[Items from a data source]
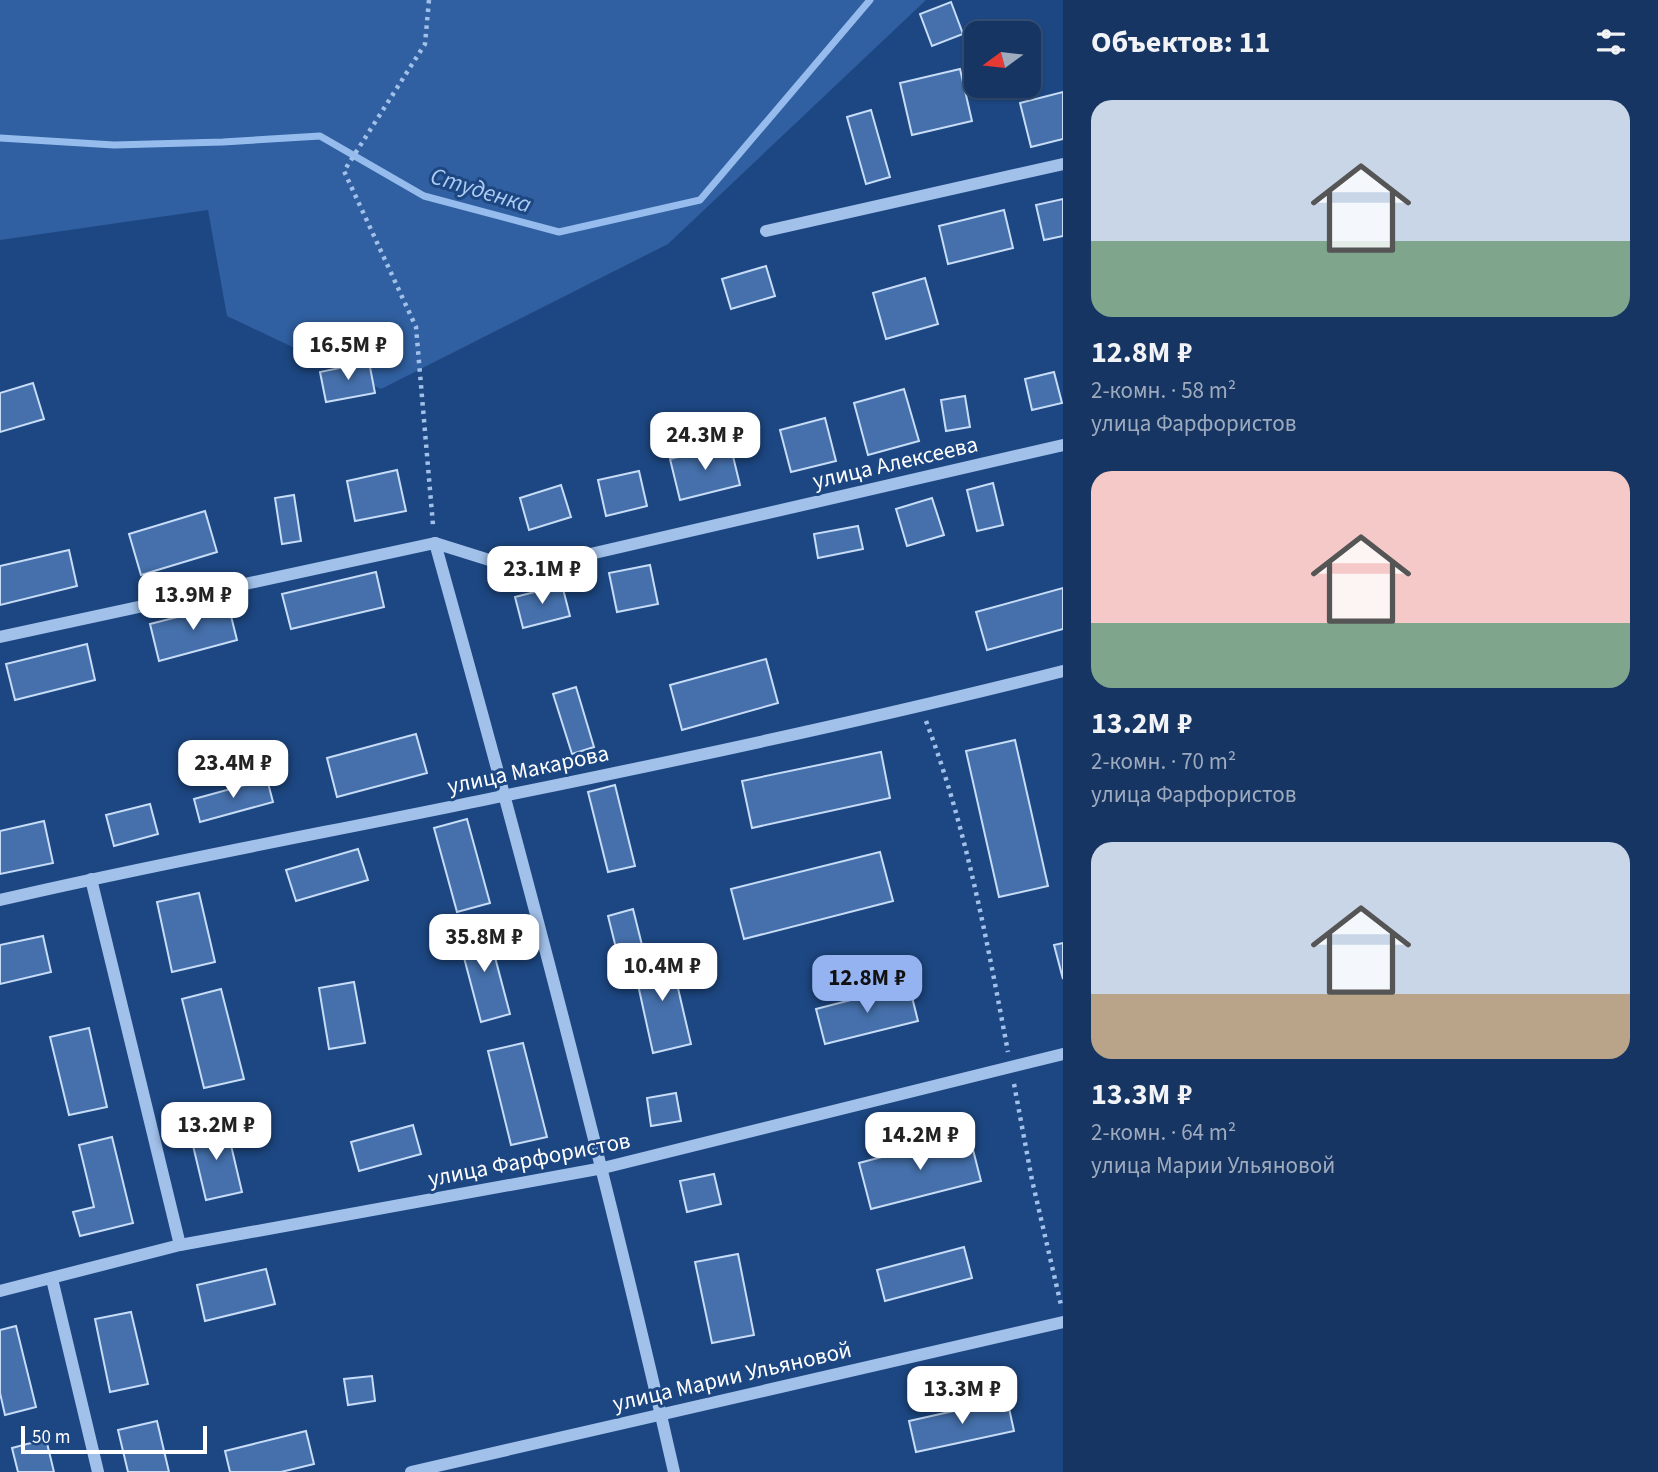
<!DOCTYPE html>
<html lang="ru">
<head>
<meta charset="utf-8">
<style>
  :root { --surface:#163562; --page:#23406b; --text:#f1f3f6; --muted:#9eabbe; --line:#355077; --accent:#95b2f1 }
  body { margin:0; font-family:"Source Sans 3",sans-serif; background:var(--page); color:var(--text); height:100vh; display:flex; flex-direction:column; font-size:26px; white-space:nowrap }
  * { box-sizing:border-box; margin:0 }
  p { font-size:23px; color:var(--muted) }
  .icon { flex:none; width:38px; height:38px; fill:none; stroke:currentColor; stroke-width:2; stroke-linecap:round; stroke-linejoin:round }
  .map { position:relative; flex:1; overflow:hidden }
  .sheet { display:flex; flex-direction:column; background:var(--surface); width:595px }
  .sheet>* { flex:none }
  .needle { width:46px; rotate:255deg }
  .controls { position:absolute; left:964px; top:21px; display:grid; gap:14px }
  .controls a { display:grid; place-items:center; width:77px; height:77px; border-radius:14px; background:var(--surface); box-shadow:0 2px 5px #0004,0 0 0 2px var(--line); font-size:35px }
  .scale { position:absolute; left:21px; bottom:18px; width:186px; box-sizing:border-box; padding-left:7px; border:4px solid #fff; border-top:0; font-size:19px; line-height:24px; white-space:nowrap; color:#fff; -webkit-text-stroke:5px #1d4782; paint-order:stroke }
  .price { position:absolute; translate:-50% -60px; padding:0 16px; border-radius:14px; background:#fff; color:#222; font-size:23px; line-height:46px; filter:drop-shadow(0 2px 4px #0008) }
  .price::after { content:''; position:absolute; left:50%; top:42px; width:21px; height:16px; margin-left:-10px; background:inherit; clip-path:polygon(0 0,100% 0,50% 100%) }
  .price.on { background:var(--accent); color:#111 }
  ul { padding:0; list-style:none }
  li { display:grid; align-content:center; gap:14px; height:371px; padding:0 28px }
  li span { display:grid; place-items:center; height:217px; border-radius:21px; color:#555 }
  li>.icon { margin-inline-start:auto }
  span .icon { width:126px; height:126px; fill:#fffc; stroke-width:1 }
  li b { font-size:30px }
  h2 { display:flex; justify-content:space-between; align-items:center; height:84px; padding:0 28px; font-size:30px }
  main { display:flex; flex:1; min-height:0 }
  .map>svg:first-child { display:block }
  .green { fill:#3060a1 }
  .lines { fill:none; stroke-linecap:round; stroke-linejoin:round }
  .stream { stroke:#95bcec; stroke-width:7 }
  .building { fill:#4570ab; stroke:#c6dcf7; stroke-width:2 }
  .path { stroke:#a2c1ea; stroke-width:4.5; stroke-dasharray:3.5 5; stroke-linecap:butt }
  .minor { stroke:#a2c1ea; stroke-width:12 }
  .labels { text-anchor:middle; stroke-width:6; stroke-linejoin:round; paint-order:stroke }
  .street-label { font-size:23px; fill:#fff; stroke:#1d4782 }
  .water-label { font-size:24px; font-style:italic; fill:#adcbf1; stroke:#1d4782 }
</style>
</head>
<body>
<main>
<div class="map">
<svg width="1063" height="1472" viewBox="0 0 1063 1472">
  <rect width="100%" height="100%" fill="#1d4782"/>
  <path class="green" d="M 0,0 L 926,0 L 668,244 L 381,389 L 227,316 L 208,210 L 0,240 Z"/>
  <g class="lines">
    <path class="stream" d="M 0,138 L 114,145 L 223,142 L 320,136 L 424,196 L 559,232 L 700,200 L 870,0"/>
  </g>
  <g class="building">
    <path d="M 951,2 L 963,34 L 932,46 L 920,14 Z"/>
    <path d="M 960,69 L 972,121 L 912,135 L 900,83 Z"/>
    <path d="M 1063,92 L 1063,139 L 1031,147 L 1020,103 Z"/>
    <path d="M 871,110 L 890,177 L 866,184 L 847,117 Z"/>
    <path d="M 1063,199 L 1063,236 L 1044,240 L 1036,205 Z"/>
    <path d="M 1004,210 L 1013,248 L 948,264 L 939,226 Z"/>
    <path d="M 766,266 L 775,296 L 731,309 L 722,279 Z"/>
    <path d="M 925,278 L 938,324 L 886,339 L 873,293 Z"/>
    <path d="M 369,362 L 375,393 L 326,402 L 320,372 Z"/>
    <path d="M 1054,372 L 1062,403 L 1032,410 L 1025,379 Z"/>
    <path d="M 33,383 L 44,419 L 0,432 L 0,393 Z"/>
    <path d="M 904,389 L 919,441 L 868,455 L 854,403 Z"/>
    <path d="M 965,396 L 970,427 L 946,431 L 941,400 Z"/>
    <path d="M 825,418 L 836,461 L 791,472 L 780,430 Z"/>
    <path d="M 730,444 L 740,485 L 680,500 L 670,459 Z"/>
    <path d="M 397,470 L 406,511 L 355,521 L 347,481 Z"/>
    <path d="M 639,471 L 647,506 L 606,516 L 598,480 Z"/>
    <path d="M 993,483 L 1003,525 L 977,531 L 967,490 Z"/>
    <path d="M 561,485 L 571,517 L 529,530 L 520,498 Z"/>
    <path d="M 294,495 L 301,541 L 282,544 L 275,498 Z"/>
    <path d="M 932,498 L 944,535 L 907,546 L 896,509 Z"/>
    <path d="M 205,511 L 217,552 L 141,575 L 129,534 Z"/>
    <path d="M 858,526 L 863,549 L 818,558 L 814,534 Z"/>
    <path d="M 69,550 L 77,586 L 0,605 L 0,566 Z"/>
    <path d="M 650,565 L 658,604 L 617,612 L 609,573 Z"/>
    <path d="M 376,572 L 384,607 L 291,629 L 282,594 Z"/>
    <path d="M 562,585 L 570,616 L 523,628 L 515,597 Z"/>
    <path d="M 1063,588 L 1063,629 L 987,650 L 976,612 Z"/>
    <path d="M 228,604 L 237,640 L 159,661 L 150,624 Z"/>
    <path d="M 87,644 L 95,680 L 15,700 L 6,664 Z"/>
    <path d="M 766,659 L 778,703 L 682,730 L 670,685 Z"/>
    <path d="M 576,687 L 594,747 L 572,754 L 553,694 Z"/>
    <path d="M 416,734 L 427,773 L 337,797 L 327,758 Z"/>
    <path d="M 1015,740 L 1048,886 L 999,897 L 966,751 Z"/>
    <path d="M 881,752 L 890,798 L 752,828 L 742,781 Z"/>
    <path d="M 267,779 L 273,802 L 200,822 L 194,799 Z"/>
    <path d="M 615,785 L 635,866 L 608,872 L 588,792 Z"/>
    <path d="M 150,804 L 158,834 L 114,846 L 106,815 Z"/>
    <path d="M 467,819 L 490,903 L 457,912 L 434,828 Z"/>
    <path d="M 44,821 L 53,863 L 0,874 L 0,831 Z"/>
    <path d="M 358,849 L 368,880 L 296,901 L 286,870 Z"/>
    <path d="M 880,852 L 893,901 L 744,939 L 731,889 Z"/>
    <path d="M 199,893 L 215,962 L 172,972 L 157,902 Z"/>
    <path d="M 633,909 L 642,945 L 617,952 L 608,916 Z"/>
    <path d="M 487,927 L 510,1014 L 481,1022 L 458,935 Z"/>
    <path d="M 43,936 L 51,972 L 0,984 L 0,945 Z"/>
    <path d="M 1063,943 L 1063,979 L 1054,945 Z"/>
    <path d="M 670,954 L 691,1044 L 653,1053 L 633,962 Z"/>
    <path d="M 354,982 L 365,1043 L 329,1049 L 319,988 Z"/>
    <path d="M 909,985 L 918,1021 L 825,1044 L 816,1009 Z"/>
    <path d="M 221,989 L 244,1079 L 204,1088 L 182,999 Z"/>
    <path d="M 89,1028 L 107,1107 L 69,1115 L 50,1037 Z"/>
    <path d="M 523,1043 L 547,1137 L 511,1145 L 488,1051 Z"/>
    <path d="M 676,1093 L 681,1121 L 651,1126 L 647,1098 Z"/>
    <path d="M 226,1124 L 242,1192 L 206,1200 L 190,1133 Z"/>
    <path d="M 413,1125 L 421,1154 L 359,1171 L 351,1142 Z"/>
    <path d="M 969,1134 L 981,1181 L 871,1209 L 859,1163 Z"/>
    <path d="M 112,1137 L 133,1223 L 80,1236 L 73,1212 L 94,1207 L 79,1145 Z"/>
    <path d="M 714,1174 L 721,1204 L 687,1212 L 680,1181 Z"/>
    <path d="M 964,1247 L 972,1278 L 885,1301 L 877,1270 Z"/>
    <path d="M 738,1254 L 754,1335 L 712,1343 L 695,1262 Z"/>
    <path d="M 266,1269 L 275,1304 L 205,1321 L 197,1285 Z"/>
    <path d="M 131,1312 L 148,1384 L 110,1392 L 95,1319 Z"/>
    <path d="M 16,1326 L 36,1407 L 5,1415 L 0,1393 L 0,1330 Z"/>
    <path d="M 372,1376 L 375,1401 L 348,1405 L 344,1379 Z"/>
    <path d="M 1007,1399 L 1014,1431 L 916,1452 L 909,1421 Z"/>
    <path d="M 157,1421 L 169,1472 L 128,1472 L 118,1430 Z"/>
    <path d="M 306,1431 L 314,1464 L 281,1472 L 230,1472 L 225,1451 Z"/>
    <path d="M 46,1439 L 54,1472 L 18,1472 L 12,1448 Z"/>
  </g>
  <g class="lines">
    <g class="path">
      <path d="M 429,0 L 425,44 L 344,171 L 416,327 L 433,525"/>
      <path d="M 926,721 C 966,826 987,941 1008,1052"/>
      <path d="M 1014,1084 L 1032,1180 L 1061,1305"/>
    </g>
    <g class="minor">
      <path d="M 766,231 L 1063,164"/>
      <path d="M 435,543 C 521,851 603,1160 674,1472"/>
      <path d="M 0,637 L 435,543 L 521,570 L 1063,445"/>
      <path d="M 91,879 L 180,1245"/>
      <path d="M 0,900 C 167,861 335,831 503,796 C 690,758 878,718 1063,671"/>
      <path d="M 52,1279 L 98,1472"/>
      <path d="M 0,1291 L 180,1245 L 603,1168 L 1063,1054"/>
      <path d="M 411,1472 L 1063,1322"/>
    </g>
  </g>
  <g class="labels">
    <g class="street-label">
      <text transform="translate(895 462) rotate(-13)" y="8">улица Алексеева</text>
      <text transform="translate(528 769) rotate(-12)" y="8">улица Макарова</text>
      <text transform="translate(529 1159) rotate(-11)" y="8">улица Фарфористов</text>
      <text transform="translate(732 1376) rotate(-13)" y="8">улица Марии Ульяновой</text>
    </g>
    <g class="water-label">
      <text transform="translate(481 190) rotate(17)" y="8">Студенка</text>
    </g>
  </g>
</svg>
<div class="controls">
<a><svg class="needle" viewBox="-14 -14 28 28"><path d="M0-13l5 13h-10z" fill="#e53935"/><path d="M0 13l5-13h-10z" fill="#9eabbe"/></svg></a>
</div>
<div class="scale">50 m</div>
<b class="price" style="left:348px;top:382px">16.5M ₽</b>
<b class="price" style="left:705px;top:472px">24.3M ₽</b>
<b class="price" style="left:542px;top:606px">23.1M ₽</b>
<b class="price" style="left:193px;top:632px">13.9M ₽</b>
<b class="price" style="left:233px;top:800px">23.4M ₽</b>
<b class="price" style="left:484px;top:974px">35.8M ₽</b>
<b class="price" style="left:662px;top:1003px">10.4M ₽</b>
<b class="price on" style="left:867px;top:1015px">12.8M ₽</b>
<b class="price" style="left:216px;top:1162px">13.2M ₽</b>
<b class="price" style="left:920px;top:1172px">14.2M ₽</b>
<b class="price" style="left:962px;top:1426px">13.3M ₽</b>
</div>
<section class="sheet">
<h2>Объектов: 11<svg class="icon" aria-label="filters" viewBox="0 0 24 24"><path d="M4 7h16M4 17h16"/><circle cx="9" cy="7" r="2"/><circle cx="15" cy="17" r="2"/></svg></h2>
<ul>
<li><span style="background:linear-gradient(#c9d6e8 65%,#7fa58c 0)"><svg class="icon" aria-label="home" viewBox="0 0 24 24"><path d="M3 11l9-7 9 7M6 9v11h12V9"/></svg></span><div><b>12.8M ₽</b><p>2-комн. · 58 m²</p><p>улица Фарфористов</p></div></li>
<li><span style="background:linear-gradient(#f6c9c9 70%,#7fa58c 0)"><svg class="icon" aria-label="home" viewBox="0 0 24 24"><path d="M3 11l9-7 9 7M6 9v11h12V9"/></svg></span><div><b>13.2M ₽</b><p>2-комн. · 70 m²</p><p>улица Фарфористов</p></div></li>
<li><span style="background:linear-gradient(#c9d6e8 70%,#b9a48a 0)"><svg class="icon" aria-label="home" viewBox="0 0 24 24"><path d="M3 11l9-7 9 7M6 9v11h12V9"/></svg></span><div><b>13.3M ₽</b><p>2-комн. · 64 m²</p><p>улица Марии Ульяновой</p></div></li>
</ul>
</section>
</main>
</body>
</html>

▸ **EXERCISE DESCRIPTION**: Counting only lines that contain the word "direction", state how many appear in the entries, and add nothing.

▸ **RESULT OF THIS TASK**: 2